Both the WAMCA and the GDPR establish eligibility criteria for advocacy groups seeking to initiate collective actions. While these requirements overlap to some extent, they are not entirely aligned. For instance, Dutch advocacy organizations must, according to Article 3:305a, paragraph 2, of the Civil Code, be sufficiently representative in terms of support and the scope of claims, whereas Article 80, paragraph 1, of the GDPR does not specify any representativeness criteria.

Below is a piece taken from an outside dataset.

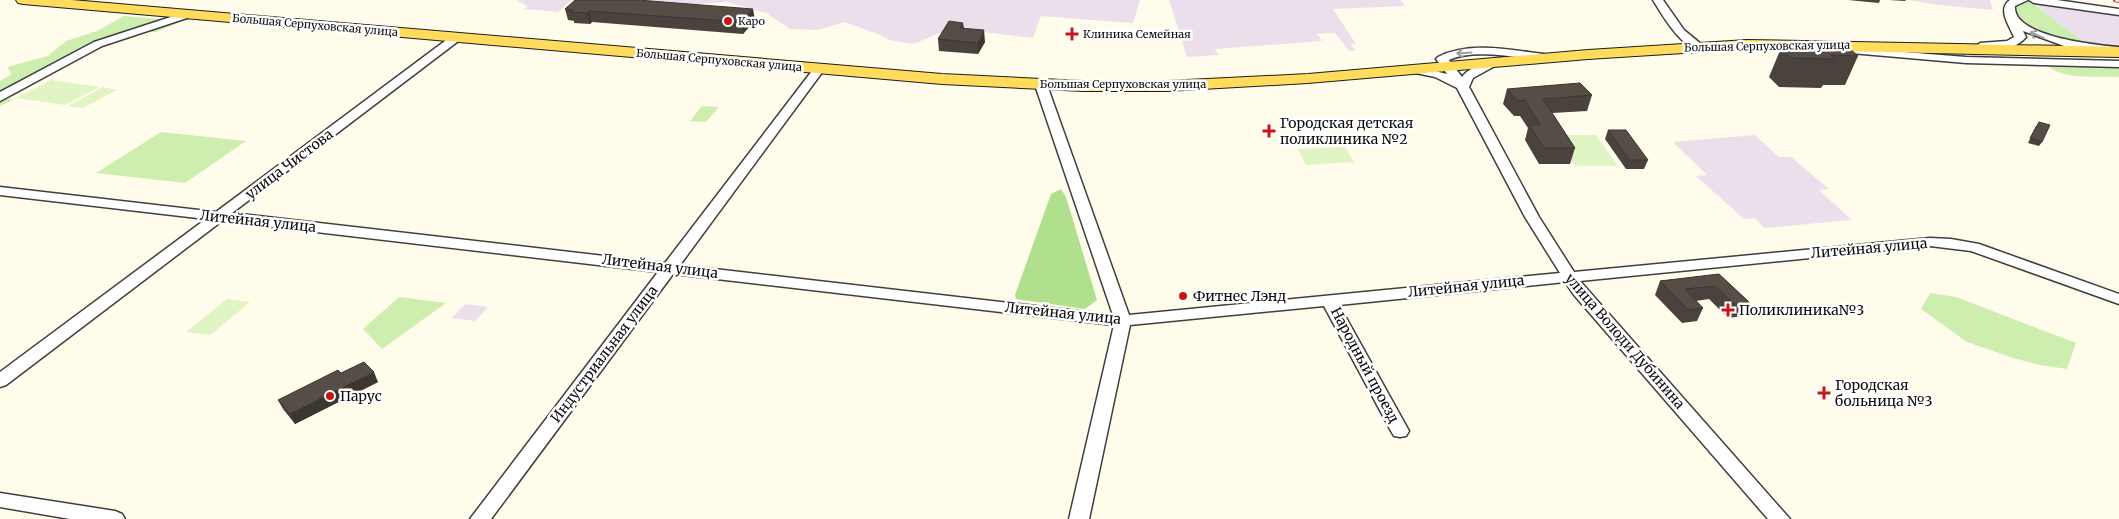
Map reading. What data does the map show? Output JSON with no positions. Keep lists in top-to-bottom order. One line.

Therefore, when it comes to GDPR claims, Dutch advocacy groups face more stringent requirements under the WAMCA. The Court sees these additional rules as a restriction compared to Article 80, paragraph 1, of the GDPR. The question it is asking the ECJ is whether the WAMCA hinders the effective enforcement of the GDPR.
Article 82 of the GDPR addresses the right to compensation, but it is not explicitly referenced in Article 80(2). It could be inferred that, for this reason, the member states may not allow interest groups to claim compensation for a GDPR violation without the mandate of the parties involved. The ECJ also needs to resolve this question.